C'est l'un des scrutins les plus observés de ces élections municipales. Deuxième ville de France en nombre d'habitants (870.000), Marseille offre une situation inédite pour l'échéance des 15 et 22 mars : le maire depuis 1995, Jean-Claude Gaudin, a décidé de ne pas briguer un cinquième mandat à la mairie centrale de la cité phocéenne. Et pour succéder à l'édile LR, huit candidats sans renommée nationale incontestable se présentent dans une compétition qui s'annonce ouverte. Si la ville quittait le giron de la droite, ce serait une véritable prise de guerre pour le parti vainqueur.
Un mode de scrutin particulier
Avec Paris et Lyon, Marseille est la troisième ville de France dans laquelle des conseillers municipaux et d'arrondissement sont élus en lieu et place d'une liste, comme c'est le cas ailleurs. Pour compliquer un peu plus le tout, il y a une particularité à Marseille : la ville est divisée en huit secteurs, chacun regroupant deux arrondissements. Chaque secteur a un nombre de sièges de conseillers à pourvoir selon sa population. Au total, 303 conseillers seront élus par les habitants les 15 et 22 mars. Pour chaque secteur, deux tiers des conseillers seront des conseillers de secteurs, tandis que le tiers restant revient aux conseillers municipaux. Ce sont ces derniers (303 moins 202, soit 101 conseillers municipaux) qui éliront le ou la maire de la ville. Enfin, chaque conseil de secteur élira son conseiller de secteur.

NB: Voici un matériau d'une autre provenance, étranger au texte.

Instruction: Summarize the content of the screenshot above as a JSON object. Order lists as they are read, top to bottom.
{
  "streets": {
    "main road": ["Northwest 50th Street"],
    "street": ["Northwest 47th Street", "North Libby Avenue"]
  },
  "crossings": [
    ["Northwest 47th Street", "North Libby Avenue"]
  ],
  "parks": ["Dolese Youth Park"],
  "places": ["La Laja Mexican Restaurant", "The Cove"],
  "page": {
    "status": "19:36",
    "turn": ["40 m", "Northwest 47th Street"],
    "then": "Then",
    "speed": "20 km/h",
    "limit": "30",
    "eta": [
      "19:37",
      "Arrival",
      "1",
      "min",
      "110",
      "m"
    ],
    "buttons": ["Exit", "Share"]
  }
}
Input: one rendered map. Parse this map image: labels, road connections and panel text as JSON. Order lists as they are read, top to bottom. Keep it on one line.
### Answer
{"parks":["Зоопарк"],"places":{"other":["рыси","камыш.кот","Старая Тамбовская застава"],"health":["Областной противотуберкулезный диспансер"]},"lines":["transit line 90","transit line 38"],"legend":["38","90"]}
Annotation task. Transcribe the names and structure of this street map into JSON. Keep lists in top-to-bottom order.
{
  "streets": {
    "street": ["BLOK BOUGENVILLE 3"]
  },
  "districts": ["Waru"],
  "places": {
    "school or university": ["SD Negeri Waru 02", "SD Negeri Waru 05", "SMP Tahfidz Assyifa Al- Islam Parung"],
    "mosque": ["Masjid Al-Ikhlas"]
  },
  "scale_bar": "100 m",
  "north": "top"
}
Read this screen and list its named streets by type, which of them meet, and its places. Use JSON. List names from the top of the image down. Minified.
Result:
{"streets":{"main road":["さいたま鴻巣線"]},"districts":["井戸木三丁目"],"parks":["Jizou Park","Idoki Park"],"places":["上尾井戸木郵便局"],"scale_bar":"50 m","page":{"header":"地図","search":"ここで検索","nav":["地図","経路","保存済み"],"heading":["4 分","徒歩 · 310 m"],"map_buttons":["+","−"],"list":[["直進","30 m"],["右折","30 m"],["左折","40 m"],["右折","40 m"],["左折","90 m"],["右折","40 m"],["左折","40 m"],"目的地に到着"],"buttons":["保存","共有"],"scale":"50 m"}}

Une campagne ouverte sans grand favori
Quelle est la photographie actuelle des forces en présence et des dynamiques partisanes à Marseille ? Difficile de le dire avec précision : la dernière enquête d'opinion officielle, réalisée par l'institut Ipsos, a été publiée le 17 janvier. Depuis, plusieurs études officieuses ont circulé, notamment fin février, mais les autorités ont récusé les chiffres avancés un temps par franceinfo, qui les attribuait aux Renseignements territoriaux.
Dans le sondage Ipsos de mi-janvier, la liste menée par la candidate Les Républicains, Martine Vassal, était en tête avec 23% des intentions de vote. Adoubée par le président de la région Paca, Renaud Muselier, et de Jean-Claude Gaudin, la présidente du département et d'Aix-Marseille-Métropole a pourtant décidé de ne pas s'approprier totalement le bilan du maire sortant, très contesté (voir plus bas). Elle doit aussi faire face à la dissidence du sénateur local Bruno Gilles, qui pourrait lui faire perdre de précieuses voix au premier tour.
Cette même enquête Ipsos montrait aussi le poids local du Rassemblement national, dont la liste conduite par le sénateur et maire du VIIe secteur Stéphane Ravier était créditée de 22%. Sans grosse réserve de voix, la liste "Faire briller Marseille" va tenter d'arriver en première position le 15 mars au soir pour créer la dynamique en vue du second tour. Une victoire à Marseille aurait déjà des allures de scrutin réussi pour le parti d'extrême droite.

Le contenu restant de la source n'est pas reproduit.